Wenn ich jetzt als Geschiedene in das von Ihnen erschaffene Zuhause einziehe, werde ich täglich an Sie erinnert und Ihnen im Geiste den Dank aussprechen, der hier auf dem Papier so kalt wirkt.
Ich verbiete Ihnen nicht, mir zu schreiben, aber ich wünsche, dass Sie sich über ein eventuelles Lebewohl hinaus stumm verhalten. Briefe könnten doch nicht einmal einen Abglanz der guten Stunden widerspiegeln, die wir miteinander verbracht haben, der Stunden, in denen wir über alles sprachen, meist jedoch über gar nichts. Ich glaube, wir waren nicht sonderlich geistreich, und doch haben wir uns nicht gelangweilt. Sollte das für Sie eine Kränkung, eine Enttäuschung und einen Kummer darstellen, dann geben Sie sich der Arbeit hin, sodass ich in meiner Einsamkeit weiterhin stolz auf Sie sein kann. Sie haben mir beigebracht, meine Augen zu gebrauchen, und es gibt so viel, was ich gern noch sehen möchte, denn ebenfalls von Ihnen habe ich gelernt, dass die Welt herrlich ist. Für mich ist es jedoch am klügsten, alles der Fügung zu überlassen. Jetzt schließe ich mich in meiner weißen Villa ein, und damit ist meine Geschichte vorüber.
Ihre Elsie Lindtner
Beim Durchlesen des Briefes stelle ich fest, dass er trocken und ohne Wärme ist. Jedoch es ist schwerer, einen solchen Brief an einen engen Freund zu schreiben als an einen gleichgültigen Fremden.

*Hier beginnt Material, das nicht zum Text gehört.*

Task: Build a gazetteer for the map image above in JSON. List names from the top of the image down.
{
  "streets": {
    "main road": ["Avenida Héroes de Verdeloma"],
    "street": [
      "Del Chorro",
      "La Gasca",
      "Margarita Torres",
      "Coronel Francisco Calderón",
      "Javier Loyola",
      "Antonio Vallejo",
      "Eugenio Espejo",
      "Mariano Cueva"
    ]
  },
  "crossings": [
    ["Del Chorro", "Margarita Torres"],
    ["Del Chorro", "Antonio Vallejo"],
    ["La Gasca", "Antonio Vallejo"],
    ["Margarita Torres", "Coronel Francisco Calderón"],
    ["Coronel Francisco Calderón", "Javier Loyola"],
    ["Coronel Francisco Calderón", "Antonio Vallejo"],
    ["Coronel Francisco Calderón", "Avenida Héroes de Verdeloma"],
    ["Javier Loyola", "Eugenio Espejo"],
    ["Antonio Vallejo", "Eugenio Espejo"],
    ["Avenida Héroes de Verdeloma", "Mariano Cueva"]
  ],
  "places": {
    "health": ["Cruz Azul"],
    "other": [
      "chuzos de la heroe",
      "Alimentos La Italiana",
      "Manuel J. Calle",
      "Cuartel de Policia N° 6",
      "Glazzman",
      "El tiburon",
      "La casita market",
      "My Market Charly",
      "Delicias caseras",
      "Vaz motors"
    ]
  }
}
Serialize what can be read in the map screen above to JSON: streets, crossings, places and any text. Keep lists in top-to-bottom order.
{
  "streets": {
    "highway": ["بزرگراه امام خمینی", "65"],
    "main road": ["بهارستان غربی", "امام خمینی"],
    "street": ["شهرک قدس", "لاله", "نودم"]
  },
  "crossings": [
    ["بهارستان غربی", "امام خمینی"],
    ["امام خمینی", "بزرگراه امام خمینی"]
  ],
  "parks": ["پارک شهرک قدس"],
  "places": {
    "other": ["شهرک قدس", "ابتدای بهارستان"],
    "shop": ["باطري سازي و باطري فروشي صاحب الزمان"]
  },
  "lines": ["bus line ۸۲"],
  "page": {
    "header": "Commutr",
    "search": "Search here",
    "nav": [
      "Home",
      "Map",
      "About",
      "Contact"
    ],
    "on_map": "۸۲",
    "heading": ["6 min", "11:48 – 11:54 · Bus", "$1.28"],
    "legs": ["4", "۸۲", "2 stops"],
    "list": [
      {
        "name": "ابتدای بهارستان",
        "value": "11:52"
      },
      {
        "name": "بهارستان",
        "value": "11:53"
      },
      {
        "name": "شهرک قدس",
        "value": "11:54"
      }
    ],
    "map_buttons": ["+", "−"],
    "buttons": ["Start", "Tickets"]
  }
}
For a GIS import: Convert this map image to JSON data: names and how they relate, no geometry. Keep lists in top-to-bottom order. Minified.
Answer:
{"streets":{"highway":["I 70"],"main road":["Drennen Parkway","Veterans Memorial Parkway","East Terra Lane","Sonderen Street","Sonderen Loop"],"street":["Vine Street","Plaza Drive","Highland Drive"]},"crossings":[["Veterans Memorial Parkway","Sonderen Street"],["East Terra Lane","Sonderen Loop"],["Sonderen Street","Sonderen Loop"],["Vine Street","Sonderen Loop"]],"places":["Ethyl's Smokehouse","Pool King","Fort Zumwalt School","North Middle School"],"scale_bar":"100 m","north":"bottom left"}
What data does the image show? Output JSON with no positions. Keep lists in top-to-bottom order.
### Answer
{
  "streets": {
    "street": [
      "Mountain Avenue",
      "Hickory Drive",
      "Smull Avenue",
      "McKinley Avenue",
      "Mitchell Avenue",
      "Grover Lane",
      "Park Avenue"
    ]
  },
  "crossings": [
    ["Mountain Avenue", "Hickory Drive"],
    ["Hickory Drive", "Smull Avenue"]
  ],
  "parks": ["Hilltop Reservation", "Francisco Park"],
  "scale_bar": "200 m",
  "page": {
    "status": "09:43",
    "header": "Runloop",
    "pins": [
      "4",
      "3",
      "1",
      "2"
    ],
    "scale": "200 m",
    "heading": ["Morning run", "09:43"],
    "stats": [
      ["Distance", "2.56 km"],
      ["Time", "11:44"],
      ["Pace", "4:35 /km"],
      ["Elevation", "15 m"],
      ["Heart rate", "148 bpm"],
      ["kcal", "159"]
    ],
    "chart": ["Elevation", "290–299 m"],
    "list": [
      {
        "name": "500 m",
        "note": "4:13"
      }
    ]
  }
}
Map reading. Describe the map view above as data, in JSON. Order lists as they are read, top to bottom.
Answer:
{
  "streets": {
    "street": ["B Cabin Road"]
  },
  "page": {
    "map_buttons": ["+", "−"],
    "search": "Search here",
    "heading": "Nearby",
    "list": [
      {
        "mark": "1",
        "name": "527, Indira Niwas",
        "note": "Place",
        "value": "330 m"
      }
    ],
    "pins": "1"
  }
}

Auf meiner Insel gelandet, in meine Höhle gekrochen.
Das war der erste Tag; Gott stehe mir bei für die kommenden!
Vorläufig finde ich alles widerwärtig, vom Gestank des frischen Holzes und der nassen Tapeten bis hin zum Plätschern des Regens über meinem Kopf.
Dass ich auch die törichte Idee von einem Glasdach über dem Schlafzimmer haben musste! Ich habe das Gefühl, als würde ich unter einem Regenschirm stehen, der jeden Augenblick droht durchzuweichen. Im Laufe der Nacht werden die Fenster vermutlich undicht, sodass ich in einer Wasserlache aufwache.
Wenn ich überhaupt einschlafe! Ich habe Kopfschmerzen vor Müdigkeit, denke aber nicht daran, ins Bett zu gehen.
Ein ganzes Jahr hatte ich zum Bedenken, und jetzt begreife ich mein eigenes Handeln nicht. Angenommen, das Ganze war eine Dummheit! Eine gut durchdachte und gänzlich unwiderrufliche Dummheit! Ein mir von aufgebrachten Nerven gespielter Streich! Angenommen … angenommen …
Ich fühle mich allein und willenlos. Mir graut … Aber der Schritt ist getan, er kann nicht rückgängig gemacht werden. Und er darf nicht bereut werden.
All der Regen gibt mir das Gefühl, alles sei klamm, selbst der Rücken. Er regt mich auf, er quält mich.
Und wie wird es sein, auf zwei Frauen angewiesen zu sein, mit denen ich allein das Geschlecht teile! Niemand zum Reden, niemand zum Anschauen. Jeanne ist ziemlich reizend, das ist sie, aber mit ihr reden kann ich doch nicht. Und Torp – Torp passt in ihre Kleider wie ein Zwerg in seinen Berg. Sie sieht aus, als könne sie allein ein ganzes Tal mit Nachkommen versorgen. Ihr Korsett ist schief, sowohl vorn als auch hinten …
Noch nie bin ich so verlegen gewesen und habe so überlegen agiert wie in dem Moment, da wir durch den aufgeweichten Garten in das leere Haus gestapft sind, in dem nicht eine Blume uns willkommen hieß. Die Zimmer sind zu groß und zu leer. Das hätte ich rechtzeitig bedenken sollen. Aber der Anstand muss schließlich gewahrt werden, und insofern war meine Ankunft gut genug.